→ Aim of the exercise: Quote exactly the lines from the start of the entries to the one with "--surface:#fff; --page:#f6f6f6; --text:#202124;", both ends included.

============================================================

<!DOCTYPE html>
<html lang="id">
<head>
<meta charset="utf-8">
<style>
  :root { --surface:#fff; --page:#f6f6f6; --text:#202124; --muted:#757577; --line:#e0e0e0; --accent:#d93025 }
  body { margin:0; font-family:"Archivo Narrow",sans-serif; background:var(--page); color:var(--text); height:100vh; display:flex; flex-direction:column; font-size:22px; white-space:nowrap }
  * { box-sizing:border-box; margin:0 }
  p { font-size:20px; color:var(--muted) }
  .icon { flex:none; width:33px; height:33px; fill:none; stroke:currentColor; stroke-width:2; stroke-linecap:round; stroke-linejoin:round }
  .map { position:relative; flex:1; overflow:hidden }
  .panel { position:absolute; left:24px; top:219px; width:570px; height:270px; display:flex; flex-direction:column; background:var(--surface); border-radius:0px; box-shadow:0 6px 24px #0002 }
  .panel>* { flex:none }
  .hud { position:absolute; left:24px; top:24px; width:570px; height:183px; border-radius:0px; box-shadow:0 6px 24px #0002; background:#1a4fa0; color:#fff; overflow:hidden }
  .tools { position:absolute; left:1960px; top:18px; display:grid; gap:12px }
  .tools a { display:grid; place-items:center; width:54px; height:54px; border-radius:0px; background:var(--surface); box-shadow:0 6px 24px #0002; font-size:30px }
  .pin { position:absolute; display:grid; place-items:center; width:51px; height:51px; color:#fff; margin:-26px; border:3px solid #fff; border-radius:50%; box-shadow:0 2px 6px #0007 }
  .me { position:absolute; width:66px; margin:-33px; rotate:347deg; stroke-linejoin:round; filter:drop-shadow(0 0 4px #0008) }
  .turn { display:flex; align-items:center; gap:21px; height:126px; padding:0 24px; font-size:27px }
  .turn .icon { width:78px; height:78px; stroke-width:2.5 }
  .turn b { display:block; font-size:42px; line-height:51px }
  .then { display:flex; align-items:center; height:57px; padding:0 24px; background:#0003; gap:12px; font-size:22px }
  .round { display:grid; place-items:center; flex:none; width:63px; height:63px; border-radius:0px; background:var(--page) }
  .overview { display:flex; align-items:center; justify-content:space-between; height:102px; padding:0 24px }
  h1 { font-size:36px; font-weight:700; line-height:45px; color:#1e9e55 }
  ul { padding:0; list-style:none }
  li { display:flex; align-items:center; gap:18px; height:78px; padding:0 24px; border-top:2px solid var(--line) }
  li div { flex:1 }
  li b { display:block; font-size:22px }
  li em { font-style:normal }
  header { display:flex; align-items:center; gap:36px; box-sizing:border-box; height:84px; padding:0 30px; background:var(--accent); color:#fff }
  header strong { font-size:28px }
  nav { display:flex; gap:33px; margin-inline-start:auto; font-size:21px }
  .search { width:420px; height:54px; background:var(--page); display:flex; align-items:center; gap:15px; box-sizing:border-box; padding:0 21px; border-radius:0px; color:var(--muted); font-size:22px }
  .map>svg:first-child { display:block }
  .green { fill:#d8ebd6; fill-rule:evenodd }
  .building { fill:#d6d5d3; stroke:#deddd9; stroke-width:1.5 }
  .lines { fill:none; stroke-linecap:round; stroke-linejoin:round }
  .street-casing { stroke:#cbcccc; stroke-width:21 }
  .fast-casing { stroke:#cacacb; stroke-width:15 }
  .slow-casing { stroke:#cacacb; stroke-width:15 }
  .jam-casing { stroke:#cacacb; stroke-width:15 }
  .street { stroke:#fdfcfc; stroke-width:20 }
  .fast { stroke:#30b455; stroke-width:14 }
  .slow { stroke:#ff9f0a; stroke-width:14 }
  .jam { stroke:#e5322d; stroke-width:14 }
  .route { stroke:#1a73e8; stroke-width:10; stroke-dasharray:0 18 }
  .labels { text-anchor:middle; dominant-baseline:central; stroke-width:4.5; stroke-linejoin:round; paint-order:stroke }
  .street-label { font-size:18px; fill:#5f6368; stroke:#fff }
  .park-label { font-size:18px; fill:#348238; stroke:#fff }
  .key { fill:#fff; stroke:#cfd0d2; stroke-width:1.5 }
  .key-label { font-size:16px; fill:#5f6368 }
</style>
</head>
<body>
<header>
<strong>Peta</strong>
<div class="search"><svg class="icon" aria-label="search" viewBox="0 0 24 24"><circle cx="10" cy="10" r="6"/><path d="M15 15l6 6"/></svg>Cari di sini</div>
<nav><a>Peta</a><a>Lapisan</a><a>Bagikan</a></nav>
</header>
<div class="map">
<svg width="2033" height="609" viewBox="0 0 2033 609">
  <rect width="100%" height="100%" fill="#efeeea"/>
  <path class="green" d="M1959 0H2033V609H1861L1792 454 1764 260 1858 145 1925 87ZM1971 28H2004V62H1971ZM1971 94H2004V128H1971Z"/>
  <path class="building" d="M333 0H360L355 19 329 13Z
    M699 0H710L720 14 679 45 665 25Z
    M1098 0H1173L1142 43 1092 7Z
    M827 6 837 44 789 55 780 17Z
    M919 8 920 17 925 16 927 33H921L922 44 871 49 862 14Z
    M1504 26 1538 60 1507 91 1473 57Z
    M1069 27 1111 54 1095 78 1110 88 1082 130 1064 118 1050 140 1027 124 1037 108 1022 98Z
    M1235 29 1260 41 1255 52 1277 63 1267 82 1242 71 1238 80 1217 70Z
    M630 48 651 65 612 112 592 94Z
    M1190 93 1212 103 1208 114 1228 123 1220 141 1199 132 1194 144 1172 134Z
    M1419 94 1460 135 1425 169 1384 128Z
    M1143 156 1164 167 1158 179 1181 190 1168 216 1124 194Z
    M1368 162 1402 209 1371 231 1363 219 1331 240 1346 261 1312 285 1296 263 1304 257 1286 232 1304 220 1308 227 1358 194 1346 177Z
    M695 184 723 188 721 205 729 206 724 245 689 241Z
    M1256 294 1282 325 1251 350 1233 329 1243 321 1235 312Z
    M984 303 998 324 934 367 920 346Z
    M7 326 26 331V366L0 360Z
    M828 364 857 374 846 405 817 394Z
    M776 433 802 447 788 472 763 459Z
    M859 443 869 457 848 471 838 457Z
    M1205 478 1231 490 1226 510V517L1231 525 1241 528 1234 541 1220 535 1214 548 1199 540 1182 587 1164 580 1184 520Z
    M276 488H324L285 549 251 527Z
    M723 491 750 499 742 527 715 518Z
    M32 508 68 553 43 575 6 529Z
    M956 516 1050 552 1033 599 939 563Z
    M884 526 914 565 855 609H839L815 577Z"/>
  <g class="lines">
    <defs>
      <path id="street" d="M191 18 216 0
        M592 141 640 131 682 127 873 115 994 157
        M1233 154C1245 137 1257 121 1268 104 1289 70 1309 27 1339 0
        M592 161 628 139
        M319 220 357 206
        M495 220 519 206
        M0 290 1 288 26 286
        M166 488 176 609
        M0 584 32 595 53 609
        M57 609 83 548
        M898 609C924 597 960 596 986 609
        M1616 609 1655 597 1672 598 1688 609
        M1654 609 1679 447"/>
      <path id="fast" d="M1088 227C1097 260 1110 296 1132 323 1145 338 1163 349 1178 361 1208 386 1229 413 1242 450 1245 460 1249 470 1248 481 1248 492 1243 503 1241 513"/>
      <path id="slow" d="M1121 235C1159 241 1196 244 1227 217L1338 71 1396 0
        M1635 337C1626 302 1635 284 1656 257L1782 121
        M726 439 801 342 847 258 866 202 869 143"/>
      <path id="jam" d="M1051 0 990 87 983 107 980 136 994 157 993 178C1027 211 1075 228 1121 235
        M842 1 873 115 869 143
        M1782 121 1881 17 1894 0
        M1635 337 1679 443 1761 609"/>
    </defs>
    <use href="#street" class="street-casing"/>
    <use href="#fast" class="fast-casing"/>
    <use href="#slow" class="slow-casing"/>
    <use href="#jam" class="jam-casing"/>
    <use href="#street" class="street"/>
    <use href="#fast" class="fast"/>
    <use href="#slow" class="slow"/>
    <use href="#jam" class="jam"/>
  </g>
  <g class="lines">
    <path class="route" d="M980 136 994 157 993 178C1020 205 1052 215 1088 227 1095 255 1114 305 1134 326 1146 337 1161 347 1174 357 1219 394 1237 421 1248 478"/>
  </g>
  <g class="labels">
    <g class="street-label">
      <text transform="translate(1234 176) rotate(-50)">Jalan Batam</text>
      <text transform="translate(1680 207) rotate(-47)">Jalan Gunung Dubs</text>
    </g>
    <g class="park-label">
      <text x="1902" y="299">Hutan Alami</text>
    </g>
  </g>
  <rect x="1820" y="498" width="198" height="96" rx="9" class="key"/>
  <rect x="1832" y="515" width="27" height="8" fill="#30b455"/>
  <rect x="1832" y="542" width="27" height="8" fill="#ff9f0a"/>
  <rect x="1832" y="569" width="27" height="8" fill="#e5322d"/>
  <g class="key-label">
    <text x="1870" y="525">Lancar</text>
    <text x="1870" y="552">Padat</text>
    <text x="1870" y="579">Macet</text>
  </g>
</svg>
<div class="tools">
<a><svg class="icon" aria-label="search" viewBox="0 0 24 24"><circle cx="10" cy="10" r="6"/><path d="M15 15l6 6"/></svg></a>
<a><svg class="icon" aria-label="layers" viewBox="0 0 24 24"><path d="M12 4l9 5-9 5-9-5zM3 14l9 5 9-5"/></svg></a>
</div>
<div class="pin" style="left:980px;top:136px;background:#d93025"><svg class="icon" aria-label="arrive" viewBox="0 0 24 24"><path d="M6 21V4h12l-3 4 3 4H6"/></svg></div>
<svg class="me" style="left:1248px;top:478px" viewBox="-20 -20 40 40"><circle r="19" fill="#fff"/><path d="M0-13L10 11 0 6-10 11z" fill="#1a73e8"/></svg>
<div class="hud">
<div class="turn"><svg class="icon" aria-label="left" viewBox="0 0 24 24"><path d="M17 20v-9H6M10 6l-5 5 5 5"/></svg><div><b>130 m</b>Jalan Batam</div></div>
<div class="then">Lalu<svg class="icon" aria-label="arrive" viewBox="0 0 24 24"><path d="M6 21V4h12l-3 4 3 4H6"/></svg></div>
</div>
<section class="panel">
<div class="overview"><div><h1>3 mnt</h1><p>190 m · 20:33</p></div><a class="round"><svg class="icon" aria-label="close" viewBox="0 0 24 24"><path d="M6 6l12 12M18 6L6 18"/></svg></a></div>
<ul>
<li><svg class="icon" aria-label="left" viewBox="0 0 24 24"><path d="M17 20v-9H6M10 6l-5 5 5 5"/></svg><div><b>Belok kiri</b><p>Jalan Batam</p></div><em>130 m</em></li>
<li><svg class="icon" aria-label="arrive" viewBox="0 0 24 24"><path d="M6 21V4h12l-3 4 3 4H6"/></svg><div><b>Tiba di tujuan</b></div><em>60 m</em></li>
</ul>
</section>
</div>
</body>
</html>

============================================================

→ Result of the exercise:
<!DOCTYPE html>
<html lang="id">
<head>
<meta charset="utf-8">
<style>
  :root { --surface:#fff; --page:#f6f6f6; --text:#202124; --muted:#757577; --line:#e0e0e0; --accent:#d93025 }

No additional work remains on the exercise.